While I suppose it’s possible that many manage to have initial sexual experiences like Jane’s fictional one, I’m skeptical. I reached out to a friend of mine who has been candid about her experiences with sex. Let’s call her Rachel.


Rachel grew up in a fairly conservative evangelical church. Waiting for sex was something all good Christian girls did. Rachel remembers a Bible study where the youth pastor’s wife told the girls the first time she had sex with her husband was the most painful thing she’d ever experienced, and also, that the only times they’d had sex were when they had conceived their two sons. Rachel was skeptical of the second claim. “I was smart enough to know that wasn’t true,” she said. “But this is what I remember: sex is a very painful thing and it’s not for pleasure.”

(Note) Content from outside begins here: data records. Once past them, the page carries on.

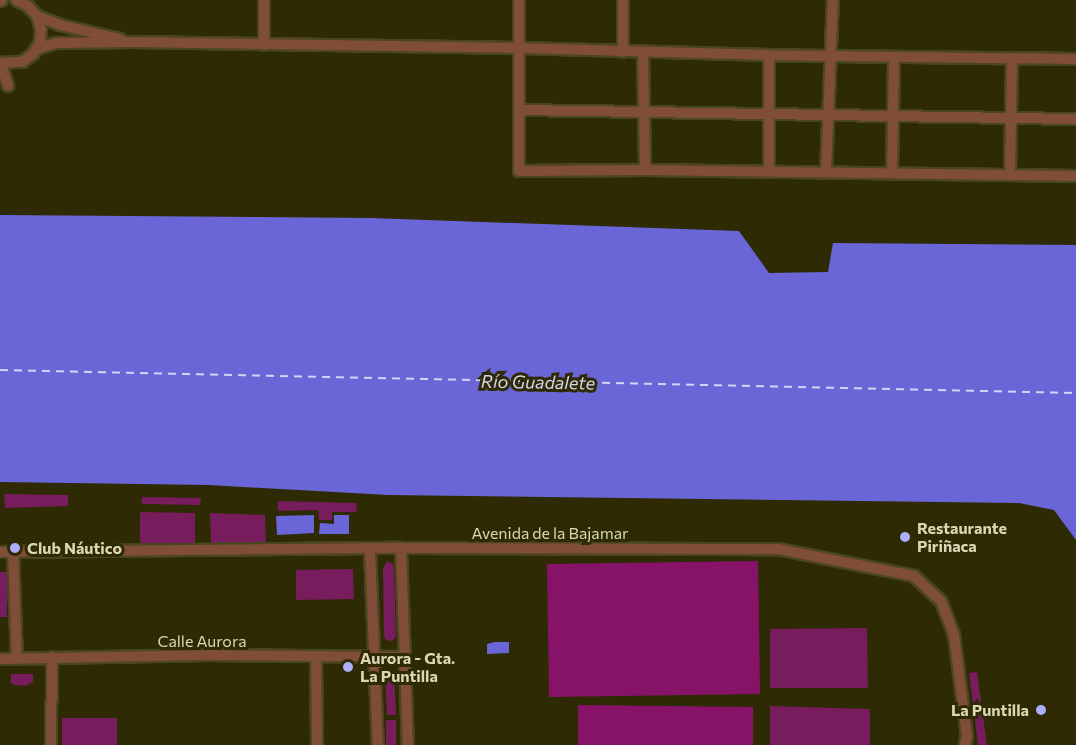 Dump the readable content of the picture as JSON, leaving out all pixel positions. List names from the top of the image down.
{
  "streets": {
    "street": ["Avenida de la Bajamar", "Calle Aurora"]
  },
  "water": ["Río Guadalete"],
  "places": [
    "Restaurante Piriñaca",
    "Club Náutico",
    "Aurora - Gta. La Puntilla",
    "La Puntilla"
  ]
}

Rachel listened to sermons and lessons and read books urging caution when dating so as not to fall into sexual temptation. Meanwhile, although she and her boyfriend would kiss or make out, sexual temptation wasn’t much of an issue for her. “I never once felt that desire to rip off his clothes,” she said. “I thought maybe I just had really good self-control. I was proud of being able to control myself.” Now she feels that she successfully repressed her sexuality before it began to blossom. “I was taught to fear [sex] and so I didn’t let myself want it.”


When her best friend in high school got pregnant, Rachel watched her friends and family mourn it like a death. Her parents took her and her sisters out of school, not wanting to deal with the shame. “I saw that,” said Rachel. “I never wanted to make that mistake. I didn’t want to be treated like that.”


After five years of dating, Rachel married her boyfriend, also a virgin, at twenty-three. Although her new husband was prepared for some difficulty, neither he nor Rachel could have expected the great sexual challenges that lay before them. Although there was no physical explanation, even getting close to having sex was upsetting to Rachel. “When it didn’t come easy, I would start crying and sometimes have a panic attack,” she said. “Then I would feel guilty for crying. I kept thinking, This is not what it’s supposed to be. I was worried he was going to leave me.”


While Rachel looked at their sex life as a failure, her husband noted the little successes, no matter how small. Rachel and her husband didn’t successfully have sex for two years. “It affected my confidence in every area of my life,” Rachel said. “I felt like such a failure.”


After a few months of marriage, Rachel became aware that her sex life was affecting her spiritual life. She didn’t want to go to church. “It took me a while to unpack,” she said. “They spent so much time teaching me how to be a good Christian girl, but no one ever told me how to be a woman. I only got how to be a pure flower, judging everyone else. I felt brainwashed and manipulated. I didn’t want anything to do with it.”


After a two-year battle to do something that seemed to come so naturally to many other people, it was easy to be discouraged. “You just kind of lose hope,” Rachel said. “I was wrestling with my identity. I’d always been the good Christian girl who did everything right and checked all the boxes. When I made mistakes — at least I wasn’t a pregnant teenager.”


Slowly, Rachel relinquished her prideful, good-girl identity. Recently, she was helping out with the youth group when a young girl came to her because she’d had sex with her boyfriend. She felt ruined; worried she would have so much baggage to bring into a marriage. “I did everything right and I still had baggage,” Rachel told her. “No matter what, you’re going to make a lot of decisions, some good and some bad, before you get married—if you get married.”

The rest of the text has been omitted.